Quando a pandemia da Covid-19 deixou de ser, aos olhos dos brasileiros, apenas um problema de quem morava em Wuhan, na China, e passou a integrar o rol de preocupações dos brasileiros, estabeleceu-se uma gigantesca controvérsia em nível nacional.

Enquanto os mais renomados nomes da medicina e da ciência do Brasil alertavam para o que poderia acontecer caso providências urgentes não fossem tomadas, defendendo o isolamento social em forma de quarentena, martelando incessantemente o mote “fique em casa”, a maior autoridade do país, presidente Jair Bolsonaro, em tom de desdém, chamava o vírus de “gripezinha”.

Passados dois meses, os números falam por si. Mais de 135.106 infectados, 9.146 óbitos e rede hospitalar, principalmente nos grandes centros urbanos, à beira do colapso. E o que é pior: até os mais qualificados pesquisadores têm dúvidas sobre até quando durará o pesadelo.

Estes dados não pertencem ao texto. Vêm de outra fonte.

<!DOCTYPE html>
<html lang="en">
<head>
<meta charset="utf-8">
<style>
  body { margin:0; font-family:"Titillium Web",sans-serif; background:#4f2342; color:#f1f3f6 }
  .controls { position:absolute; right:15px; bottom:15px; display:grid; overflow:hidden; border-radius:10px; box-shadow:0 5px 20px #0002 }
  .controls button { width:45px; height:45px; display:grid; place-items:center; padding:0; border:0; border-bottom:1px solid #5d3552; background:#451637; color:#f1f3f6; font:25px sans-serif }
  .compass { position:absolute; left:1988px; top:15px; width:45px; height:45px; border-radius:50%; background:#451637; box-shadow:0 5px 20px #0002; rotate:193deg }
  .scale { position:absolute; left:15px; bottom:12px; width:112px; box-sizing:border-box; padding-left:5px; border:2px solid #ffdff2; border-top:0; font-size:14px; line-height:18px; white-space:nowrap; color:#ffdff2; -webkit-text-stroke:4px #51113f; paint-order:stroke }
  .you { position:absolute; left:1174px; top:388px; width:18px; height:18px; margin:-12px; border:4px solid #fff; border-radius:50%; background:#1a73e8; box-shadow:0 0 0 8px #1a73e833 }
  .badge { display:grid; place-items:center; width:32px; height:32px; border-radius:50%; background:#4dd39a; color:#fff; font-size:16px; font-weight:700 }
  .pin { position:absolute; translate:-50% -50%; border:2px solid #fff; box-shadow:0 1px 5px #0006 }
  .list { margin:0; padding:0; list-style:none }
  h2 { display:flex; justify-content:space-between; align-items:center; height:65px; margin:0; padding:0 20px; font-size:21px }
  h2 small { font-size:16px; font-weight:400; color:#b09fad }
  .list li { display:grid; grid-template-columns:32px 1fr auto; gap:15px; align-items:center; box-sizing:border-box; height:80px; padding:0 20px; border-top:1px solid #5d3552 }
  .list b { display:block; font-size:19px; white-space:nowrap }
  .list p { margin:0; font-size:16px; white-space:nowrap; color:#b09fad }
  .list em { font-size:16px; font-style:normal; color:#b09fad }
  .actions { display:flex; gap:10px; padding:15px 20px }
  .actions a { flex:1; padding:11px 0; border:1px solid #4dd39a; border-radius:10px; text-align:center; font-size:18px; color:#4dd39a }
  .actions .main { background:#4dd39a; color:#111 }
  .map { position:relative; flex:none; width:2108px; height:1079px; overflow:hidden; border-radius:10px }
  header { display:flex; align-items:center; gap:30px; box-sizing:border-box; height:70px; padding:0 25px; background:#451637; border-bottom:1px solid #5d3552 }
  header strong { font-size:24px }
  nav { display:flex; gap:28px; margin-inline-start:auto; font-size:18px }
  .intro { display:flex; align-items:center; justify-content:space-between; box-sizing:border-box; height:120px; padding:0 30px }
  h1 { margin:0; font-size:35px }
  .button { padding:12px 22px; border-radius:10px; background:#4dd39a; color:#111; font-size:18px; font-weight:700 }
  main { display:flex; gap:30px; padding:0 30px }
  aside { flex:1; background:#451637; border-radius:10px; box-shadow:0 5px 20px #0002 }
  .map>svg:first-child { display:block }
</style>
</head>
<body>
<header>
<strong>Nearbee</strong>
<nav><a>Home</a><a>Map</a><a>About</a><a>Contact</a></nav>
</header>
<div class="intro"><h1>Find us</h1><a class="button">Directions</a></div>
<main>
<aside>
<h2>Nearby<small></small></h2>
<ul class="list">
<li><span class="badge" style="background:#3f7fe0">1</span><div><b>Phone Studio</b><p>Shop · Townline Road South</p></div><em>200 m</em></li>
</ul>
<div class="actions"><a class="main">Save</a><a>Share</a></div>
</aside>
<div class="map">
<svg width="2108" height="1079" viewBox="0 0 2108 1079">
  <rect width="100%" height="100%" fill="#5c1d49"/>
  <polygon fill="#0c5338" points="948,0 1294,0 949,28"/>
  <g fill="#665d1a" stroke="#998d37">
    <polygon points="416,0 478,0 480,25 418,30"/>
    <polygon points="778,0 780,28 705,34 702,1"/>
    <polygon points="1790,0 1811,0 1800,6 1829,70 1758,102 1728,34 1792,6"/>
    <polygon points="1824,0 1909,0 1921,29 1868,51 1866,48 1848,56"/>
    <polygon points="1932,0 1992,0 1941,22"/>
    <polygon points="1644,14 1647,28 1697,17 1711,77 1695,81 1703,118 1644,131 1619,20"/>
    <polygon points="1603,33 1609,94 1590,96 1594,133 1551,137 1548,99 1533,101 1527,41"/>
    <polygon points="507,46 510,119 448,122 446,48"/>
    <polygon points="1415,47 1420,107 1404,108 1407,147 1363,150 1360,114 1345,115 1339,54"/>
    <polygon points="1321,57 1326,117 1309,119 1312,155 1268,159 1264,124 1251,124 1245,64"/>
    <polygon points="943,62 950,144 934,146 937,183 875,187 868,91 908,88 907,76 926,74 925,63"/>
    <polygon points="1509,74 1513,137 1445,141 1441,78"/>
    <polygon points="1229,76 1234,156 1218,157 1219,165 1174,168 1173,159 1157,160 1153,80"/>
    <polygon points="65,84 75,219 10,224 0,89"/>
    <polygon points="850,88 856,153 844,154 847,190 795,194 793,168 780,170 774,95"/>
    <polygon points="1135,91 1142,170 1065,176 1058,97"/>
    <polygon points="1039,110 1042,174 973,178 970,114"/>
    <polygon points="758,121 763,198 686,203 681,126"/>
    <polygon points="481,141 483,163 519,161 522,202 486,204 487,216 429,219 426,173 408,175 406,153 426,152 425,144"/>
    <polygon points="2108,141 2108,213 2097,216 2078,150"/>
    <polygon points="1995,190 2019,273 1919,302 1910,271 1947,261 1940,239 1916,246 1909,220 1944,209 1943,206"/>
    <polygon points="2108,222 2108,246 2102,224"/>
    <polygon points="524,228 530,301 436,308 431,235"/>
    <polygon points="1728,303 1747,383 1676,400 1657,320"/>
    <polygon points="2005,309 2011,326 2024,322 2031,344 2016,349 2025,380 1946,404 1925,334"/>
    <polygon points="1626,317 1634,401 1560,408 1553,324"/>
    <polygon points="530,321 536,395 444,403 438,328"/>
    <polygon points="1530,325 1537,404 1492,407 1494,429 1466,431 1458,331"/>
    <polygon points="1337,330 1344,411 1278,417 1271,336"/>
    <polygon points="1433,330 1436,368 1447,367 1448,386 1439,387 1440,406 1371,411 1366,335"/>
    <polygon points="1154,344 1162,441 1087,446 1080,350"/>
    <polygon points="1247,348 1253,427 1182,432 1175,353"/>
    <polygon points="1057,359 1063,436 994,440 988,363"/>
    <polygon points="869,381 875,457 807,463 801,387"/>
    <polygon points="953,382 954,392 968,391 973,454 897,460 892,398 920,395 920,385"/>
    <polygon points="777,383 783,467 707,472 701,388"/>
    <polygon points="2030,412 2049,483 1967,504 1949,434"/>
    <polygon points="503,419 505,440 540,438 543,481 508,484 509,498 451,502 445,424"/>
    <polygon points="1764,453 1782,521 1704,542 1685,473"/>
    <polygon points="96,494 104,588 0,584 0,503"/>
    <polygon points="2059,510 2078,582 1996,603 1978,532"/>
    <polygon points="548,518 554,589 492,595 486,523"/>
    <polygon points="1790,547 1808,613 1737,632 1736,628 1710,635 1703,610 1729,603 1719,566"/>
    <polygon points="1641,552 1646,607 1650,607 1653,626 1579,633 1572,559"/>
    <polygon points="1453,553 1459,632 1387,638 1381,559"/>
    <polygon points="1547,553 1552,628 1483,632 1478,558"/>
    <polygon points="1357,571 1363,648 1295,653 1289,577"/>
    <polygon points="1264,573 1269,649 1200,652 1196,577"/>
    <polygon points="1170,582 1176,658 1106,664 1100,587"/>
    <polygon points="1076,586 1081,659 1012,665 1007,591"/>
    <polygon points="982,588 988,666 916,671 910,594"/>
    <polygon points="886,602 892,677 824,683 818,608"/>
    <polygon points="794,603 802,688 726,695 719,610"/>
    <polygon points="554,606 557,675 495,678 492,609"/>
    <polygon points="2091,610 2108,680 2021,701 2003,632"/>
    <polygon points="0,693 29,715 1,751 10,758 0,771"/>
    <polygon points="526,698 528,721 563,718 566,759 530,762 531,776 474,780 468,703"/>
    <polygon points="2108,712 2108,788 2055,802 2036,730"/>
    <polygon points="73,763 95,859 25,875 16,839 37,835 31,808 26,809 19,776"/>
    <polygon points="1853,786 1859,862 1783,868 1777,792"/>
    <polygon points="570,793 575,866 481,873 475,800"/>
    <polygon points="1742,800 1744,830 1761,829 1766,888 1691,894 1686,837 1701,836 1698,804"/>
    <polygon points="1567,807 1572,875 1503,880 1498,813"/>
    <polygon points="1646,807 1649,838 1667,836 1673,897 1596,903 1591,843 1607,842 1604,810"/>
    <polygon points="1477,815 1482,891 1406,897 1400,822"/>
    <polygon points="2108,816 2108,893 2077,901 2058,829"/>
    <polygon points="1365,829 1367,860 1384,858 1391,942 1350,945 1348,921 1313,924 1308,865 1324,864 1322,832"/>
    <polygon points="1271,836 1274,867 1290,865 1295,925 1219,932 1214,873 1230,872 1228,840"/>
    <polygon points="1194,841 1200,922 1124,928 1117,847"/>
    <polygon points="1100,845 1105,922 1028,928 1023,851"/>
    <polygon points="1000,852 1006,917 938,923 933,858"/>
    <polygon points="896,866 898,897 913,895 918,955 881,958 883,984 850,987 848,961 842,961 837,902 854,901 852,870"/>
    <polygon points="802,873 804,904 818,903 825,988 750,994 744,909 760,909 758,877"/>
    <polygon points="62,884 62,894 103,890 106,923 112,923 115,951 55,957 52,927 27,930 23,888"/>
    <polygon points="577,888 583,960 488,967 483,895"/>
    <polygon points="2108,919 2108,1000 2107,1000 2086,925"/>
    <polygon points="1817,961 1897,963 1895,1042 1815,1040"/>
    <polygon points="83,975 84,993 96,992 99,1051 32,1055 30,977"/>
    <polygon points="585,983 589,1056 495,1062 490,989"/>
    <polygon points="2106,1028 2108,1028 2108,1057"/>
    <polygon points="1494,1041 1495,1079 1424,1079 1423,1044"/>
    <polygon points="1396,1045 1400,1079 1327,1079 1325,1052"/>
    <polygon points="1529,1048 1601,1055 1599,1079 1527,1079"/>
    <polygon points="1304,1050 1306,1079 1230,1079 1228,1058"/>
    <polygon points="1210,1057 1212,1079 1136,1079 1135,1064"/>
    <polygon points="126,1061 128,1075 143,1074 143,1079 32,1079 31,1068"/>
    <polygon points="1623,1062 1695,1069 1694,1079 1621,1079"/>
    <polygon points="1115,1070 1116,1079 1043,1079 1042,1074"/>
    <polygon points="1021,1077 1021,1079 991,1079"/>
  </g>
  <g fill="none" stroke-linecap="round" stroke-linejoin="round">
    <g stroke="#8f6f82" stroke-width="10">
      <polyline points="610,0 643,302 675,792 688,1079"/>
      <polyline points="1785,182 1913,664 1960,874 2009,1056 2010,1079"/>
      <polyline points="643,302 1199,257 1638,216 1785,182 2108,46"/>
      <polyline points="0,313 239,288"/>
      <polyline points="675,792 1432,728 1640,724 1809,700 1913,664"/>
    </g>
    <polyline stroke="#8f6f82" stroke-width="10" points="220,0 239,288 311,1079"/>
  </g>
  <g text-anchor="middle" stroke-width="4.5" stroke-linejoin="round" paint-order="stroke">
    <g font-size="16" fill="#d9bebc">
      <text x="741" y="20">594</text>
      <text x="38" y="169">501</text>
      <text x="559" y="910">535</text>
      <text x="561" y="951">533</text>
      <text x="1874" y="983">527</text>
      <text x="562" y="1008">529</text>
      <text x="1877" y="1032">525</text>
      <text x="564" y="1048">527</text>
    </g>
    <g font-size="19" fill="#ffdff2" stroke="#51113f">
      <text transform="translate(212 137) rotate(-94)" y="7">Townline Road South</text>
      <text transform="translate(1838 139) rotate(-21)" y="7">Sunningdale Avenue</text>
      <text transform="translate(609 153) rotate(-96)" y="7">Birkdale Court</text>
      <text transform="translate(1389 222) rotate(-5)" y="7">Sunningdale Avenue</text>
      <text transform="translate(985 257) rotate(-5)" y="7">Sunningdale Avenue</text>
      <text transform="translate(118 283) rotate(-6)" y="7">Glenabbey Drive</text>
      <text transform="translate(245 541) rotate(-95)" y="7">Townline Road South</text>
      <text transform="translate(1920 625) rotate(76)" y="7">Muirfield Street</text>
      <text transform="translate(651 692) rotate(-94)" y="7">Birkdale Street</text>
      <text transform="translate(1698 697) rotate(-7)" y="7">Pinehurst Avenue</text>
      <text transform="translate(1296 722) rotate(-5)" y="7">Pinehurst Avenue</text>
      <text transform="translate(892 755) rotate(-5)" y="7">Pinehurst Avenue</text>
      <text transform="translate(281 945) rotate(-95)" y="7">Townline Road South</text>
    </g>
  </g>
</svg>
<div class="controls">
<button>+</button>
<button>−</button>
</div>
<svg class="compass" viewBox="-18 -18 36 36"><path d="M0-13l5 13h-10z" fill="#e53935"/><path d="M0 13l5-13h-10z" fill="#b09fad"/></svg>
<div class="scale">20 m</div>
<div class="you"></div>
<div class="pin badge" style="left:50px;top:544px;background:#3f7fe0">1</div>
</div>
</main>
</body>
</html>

Felizmente, em Jales, até o momento, a situação está sob controle, em grande medida pela mobilização de autoridades do Judiciário, criando o grupo de WhatsApp “Covid-19-Diálolgo”, integrado ainda por Executivo, Legislativo, Santa Casa, Ministério Público Federal e Estadual, Associação Comercial e Industrial, que se juntaram a lideranças comunitárias para estabelecer uma espécie de cordão sanitário.

No andar de cima, em Brasília, uma das preocupações foi com a sobrevivência de grande faixa da população impedida de trabalhar, o que gerou a iniciativa da concessão do Auxílio Emergencial.

O valor inicial proposto pelo governo federal foi de R$ 200,00, posteriormente elevado pelo Congresso Nacional para R$ 500,00 e finalmente fixado em R$ 600,00.

E foi aí que começou o bate-cabeça. Como fazer estes recursos chegarem às mãos de quem estava precisando deles? Foi um Deus nos acuda!

Para perplexidade de quem acorda cedo em Jales, filas gigantescas começaram a se formar diariamente nas imediações da agência da Caixa Federal, produzindo cenas de sofrimento e, em certa medida, até de humilhação.

Mais uma vez entrou em cena o espírito solidário do povo de Jales personificado na intervenção oportuna do padre Valdair Rodrigues, vigário da Catedral, situada exatamente em frente à agência da Caixa.

O apelo do sacerdote ecoou. Juntaram-se a ele a Prefeitura, Ministério Público Federal, Sabesp, Grupo Mãos do Bem e voluntários da Catedral. Paralelamente, a equipe de trabalho da Caixa fez a sua parte no sentido de agilizar o atendimento.

Felizmente, ao contrário do que ainda acontece nas grandes cidades, em Jales a fila andou!

Obs.: 11.168 mortes provocadas pela Covid-19 e 163.427 casos confirmados da doença em todo o país até este domingo (10).